As can be seen from the strength of the test piece molds obtained by the methods according to Examples 1 to 14 after 24 hours, all were satisfactory. In particular, by incorporating the compound of the general formula (1) into the binder, more satisfactory strength was obtained. On the other hand, those using either phosphoric acid or organic sulfonic acid alone in the curing agent composition, those using sulfuric acid which is an inorganic sulfonic acid in combination with them, or containing phosphoric acid and organic sulfonic acid When the amount was outside the range of the present invention, the strength was satisfactory when the pot life was short as in Comparative Examples 6 and 7, but when the pot life was long, the strength was low, and
The use of this mold will break the mold and adversely affect casting quality.

[0031]

As described in detail above, the use of the composition for mold molding of the present invention makes it possible to obtain good mold strength even when the pot life is long. Therefore, it becomes possible to use artificial mullite molding sand having various good properties, and high refractory, low thermal expansion,
Good characteristics such as high crushing resistance are effective in, for example, improving casting quality and reducing the cost by improving the recycling rate of foundry sand.

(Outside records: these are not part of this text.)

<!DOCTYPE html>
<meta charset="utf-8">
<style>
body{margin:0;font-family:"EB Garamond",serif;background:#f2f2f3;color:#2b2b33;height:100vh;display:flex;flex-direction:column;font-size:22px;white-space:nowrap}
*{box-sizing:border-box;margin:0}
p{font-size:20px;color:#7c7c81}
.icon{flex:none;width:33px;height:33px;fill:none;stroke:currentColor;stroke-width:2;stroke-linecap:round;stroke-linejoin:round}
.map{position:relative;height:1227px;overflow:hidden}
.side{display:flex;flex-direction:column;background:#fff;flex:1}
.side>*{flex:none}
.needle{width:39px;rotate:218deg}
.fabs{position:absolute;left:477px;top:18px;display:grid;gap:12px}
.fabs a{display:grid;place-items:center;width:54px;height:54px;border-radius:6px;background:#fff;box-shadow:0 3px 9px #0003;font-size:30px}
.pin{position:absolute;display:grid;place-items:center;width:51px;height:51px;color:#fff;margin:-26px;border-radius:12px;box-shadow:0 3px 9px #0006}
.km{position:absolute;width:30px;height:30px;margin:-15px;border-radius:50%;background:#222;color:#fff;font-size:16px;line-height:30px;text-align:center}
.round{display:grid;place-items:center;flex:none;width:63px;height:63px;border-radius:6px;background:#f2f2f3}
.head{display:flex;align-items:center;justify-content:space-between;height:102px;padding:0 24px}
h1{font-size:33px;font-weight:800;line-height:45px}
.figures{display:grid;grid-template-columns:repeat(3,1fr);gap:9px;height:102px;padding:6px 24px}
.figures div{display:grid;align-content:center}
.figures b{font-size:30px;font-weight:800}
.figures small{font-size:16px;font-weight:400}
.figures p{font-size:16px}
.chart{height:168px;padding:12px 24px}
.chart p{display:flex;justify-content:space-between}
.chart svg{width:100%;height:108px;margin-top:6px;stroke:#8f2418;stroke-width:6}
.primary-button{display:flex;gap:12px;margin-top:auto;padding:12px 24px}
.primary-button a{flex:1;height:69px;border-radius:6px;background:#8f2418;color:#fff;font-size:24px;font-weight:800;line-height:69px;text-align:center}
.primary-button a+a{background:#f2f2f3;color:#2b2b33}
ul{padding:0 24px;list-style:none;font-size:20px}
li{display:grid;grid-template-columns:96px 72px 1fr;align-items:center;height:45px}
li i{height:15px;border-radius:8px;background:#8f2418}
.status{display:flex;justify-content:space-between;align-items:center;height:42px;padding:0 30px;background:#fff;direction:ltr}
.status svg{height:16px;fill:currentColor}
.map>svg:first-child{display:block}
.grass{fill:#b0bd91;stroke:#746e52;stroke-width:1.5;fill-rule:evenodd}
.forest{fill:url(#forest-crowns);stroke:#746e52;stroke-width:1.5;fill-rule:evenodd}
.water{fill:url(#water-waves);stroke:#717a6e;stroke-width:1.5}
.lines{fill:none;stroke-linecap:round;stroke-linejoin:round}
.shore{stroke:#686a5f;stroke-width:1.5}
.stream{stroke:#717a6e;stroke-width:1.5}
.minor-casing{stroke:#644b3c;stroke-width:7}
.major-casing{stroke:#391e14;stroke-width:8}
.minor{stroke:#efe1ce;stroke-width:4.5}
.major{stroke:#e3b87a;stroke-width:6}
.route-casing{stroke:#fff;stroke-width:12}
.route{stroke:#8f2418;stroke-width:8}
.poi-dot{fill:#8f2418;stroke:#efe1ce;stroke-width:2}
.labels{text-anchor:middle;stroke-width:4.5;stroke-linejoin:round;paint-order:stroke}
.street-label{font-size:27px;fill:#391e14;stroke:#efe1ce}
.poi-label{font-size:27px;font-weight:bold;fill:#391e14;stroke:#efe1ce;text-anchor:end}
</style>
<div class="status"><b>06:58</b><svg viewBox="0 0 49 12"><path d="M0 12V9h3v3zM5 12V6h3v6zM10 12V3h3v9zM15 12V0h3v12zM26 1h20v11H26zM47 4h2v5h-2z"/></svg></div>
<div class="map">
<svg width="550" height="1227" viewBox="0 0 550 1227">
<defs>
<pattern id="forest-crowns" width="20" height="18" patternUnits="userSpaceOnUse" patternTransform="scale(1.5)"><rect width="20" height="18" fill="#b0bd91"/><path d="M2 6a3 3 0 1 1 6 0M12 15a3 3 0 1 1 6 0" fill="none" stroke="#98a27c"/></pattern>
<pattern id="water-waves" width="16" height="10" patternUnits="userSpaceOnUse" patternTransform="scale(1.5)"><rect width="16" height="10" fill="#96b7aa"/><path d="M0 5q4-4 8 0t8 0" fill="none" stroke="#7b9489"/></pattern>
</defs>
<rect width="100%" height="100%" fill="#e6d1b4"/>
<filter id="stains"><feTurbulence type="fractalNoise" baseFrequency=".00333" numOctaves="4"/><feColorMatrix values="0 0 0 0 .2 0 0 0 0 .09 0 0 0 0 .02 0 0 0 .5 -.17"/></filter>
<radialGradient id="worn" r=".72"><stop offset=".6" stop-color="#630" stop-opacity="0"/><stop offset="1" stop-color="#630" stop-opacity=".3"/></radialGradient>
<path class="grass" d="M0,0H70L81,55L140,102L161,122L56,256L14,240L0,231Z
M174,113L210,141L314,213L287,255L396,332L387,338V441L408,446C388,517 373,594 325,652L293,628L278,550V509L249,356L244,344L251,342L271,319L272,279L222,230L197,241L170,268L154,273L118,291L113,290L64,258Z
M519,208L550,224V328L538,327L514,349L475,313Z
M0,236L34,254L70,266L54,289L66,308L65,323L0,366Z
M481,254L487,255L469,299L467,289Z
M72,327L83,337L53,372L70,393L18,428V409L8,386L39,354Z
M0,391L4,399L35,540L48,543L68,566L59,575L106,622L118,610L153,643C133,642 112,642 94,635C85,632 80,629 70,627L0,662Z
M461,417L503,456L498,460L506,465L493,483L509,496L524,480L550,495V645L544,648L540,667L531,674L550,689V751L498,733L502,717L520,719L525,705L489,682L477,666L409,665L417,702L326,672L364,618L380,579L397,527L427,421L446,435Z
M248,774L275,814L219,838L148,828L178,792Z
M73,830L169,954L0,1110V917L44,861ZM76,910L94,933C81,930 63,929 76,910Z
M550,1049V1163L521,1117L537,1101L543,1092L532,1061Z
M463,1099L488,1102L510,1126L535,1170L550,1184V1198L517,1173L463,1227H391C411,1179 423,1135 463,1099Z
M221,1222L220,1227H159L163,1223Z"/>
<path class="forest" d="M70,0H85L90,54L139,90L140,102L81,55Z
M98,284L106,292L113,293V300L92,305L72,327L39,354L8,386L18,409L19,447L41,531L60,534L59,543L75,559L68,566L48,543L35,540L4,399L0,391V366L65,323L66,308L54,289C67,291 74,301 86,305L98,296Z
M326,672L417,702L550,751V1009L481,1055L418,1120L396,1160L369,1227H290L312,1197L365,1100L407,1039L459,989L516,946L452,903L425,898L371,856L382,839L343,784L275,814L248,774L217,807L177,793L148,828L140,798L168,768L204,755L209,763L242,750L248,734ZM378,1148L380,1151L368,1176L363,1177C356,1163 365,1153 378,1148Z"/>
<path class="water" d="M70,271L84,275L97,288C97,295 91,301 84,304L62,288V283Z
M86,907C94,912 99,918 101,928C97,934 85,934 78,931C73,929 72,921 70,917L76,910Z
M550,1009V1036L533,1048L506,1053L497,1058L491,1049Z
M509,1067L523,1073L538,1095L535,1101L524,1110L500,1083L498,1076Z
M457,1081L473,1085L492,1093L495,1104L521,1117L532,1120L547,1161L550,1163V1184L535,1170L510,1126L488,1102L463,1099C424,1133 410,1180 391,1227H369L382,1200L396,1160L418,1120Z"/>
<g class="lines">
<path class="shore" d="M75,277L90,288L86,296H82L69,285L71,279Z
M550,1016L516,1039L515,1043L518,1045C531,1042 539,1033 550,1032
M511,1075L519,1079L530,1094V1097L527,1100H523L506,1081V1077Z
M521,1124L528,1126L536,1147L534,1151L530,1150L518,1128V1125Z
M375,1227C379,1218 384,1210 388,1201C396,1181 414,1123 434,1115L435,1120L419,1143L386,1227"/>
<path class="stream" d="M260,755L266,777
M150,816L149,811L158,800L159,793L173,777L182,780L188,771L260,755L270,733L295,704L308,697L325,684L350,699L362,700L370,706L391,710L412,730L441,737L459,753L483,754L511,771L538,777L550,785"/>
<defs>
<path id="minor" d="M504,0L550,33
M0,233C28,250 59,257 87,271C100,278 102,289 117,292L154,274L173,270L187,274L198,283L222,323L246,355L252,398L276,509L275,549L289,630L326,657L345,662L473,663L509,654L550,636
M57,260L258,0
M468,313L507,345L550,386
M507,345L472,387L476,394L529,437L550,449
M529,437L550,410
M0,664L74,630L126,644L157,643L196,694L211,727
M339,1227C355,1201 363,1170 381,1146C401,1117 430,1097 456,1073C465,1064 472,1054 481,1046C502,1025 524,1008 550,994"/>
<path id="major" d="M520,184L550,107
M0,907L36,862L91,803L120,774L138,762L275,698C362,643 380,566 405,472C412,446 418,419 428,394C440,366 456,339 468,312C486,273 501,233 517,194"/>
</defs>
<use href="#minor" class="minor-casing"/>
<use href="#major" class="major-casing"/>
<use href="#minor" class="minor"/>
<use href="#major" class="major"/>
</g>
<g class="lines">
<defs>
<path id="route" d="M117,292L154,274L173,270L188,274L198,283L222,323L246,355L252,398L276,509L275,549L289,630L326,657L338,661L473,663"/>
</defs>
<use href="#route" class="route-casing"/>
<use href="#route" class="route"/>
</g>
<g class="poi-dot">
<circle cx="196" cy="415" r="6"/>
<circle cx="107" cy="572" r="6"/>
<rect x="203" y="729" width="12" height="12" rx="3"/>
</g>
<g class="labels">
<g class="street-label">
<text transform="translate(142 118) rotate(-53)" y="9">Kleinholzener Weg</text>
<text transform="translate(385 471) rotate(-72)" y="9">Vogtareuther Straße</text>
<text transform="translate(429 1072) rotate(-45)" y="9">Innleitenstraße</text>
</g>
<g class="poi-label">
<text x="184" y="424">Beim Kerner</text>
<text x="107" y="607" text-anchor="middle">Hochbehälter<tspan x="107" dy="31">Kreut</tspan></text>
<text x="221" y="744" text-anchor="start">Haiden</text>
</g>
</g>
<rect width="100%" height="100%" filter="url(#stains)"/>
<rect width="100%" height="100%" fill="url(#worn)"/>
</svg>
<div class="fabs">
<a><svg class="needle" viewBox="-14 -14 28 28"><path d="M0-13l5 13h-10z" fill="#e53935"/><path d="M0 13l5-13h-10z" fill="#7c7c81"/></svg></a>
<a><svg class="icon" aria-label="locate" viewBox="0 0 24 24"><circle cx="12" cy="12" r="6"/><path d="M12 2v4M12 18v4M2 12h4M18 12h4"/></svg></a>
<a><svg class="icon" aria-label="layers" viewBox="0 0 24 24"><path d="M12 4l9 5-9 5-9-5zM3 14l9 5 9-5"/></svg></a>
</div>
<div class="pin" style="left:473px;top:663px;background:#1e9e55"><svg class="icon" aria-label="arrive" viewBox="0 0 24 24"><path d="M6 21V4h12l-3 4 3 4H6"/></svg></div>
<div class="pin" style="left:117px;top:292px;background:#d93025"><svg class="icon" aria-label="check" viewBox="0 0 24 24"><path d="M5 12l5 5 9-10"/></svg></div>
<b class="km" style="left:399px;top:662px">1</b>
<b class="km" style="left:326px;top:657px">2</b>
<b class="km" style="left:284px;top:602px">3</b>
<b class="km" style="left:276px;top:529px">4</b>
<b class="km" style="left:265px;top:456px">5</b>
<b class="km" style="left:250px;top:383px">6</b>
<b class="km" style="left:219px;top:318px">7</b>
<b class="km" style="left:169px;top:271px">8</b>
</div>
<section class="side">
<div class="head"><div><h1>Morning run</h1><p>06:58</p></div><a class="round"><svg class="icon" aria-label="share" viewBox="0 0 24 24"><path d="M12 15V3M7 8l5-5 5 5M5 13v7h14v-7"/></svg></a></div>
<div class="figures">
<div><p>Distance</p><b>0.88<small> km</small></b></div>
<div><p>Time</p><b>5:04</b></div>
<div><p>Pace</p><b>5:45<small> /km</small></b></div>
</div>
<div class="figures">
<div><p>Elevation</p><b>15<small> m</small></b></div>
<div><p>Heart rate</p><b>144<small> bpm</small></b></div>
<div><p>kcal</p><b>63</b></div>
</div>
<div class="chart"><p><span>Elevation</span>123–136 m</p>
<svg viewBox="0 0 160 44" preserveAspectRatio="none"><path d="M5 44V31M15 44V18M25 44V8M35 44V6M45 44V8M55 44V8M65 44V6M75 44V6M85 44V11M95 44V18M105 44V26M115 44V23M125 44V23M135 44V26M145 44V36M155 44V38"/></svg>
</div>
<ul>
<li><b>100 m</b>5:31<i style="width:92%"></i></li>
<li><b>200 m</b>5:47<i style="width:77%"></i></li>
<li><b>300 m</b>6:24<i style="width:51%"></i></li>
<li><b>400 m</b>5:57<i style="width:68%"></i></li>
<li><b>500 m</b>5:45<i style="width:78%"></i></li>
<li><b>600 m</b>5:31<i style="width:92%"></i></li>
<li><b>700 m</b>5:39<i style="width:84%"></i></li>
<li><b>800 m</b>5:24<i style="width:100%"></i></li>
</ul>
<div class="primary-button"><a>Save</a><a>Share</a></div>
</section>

──────────────────────────────────────────────────続 き Continuation of the front page (56) References JP-A-6-297707 (JP, A) (58) Fields investigated (Int. Cl. ⁷ , DB name) B22C 1/00-1/26

Claims (7)

(57) [Claims] 1. A molding composition used for molding a mold using a binder and a curing agent composed of artificial mullite molding sand and an acid-curable furan resin, wherein the curing agent is phosphoric acid. And a molding composition containing an organic sulfonic acid as an essential component, a phosphoric acid content of 10 to 85% by weight, and an organic sulfonic acid content of 5 to 70% by weight. 2. The composition according to claim 1, wherein the content of phosphoric acid in the curing agent is 20 to 75% by weight. 3. The organic sulfonic acid content in the curing agent is 5%.
The composition for molding a mold according to claim 1 or 2, wherein the amount is from 50 to 50% by weight. 4. The composition for molding according to claim 1, wherein the organic sulfonic acid in the curing agent composition is toluenesulfonic acid and / or xylenesulfonic acid. 5. The composition for molding a mold according to claim 1, wherein the binder comprises a compound represented by the following general formula (1). Embedded image (In the formula, X ₁ and X ₂ represent any of H ₂ , CH _3, or C ₂ H _5. ) 6. The molding composition according to claim 5, wherein the content of the compound represented by the general formula (1) in the binder is 0.5 to 63.0% by weight. 7. The compound represented by the general formula (1) is 2,5-
7. The composition for molding a mold according to claim 5, which is bishydroxymethylsilane.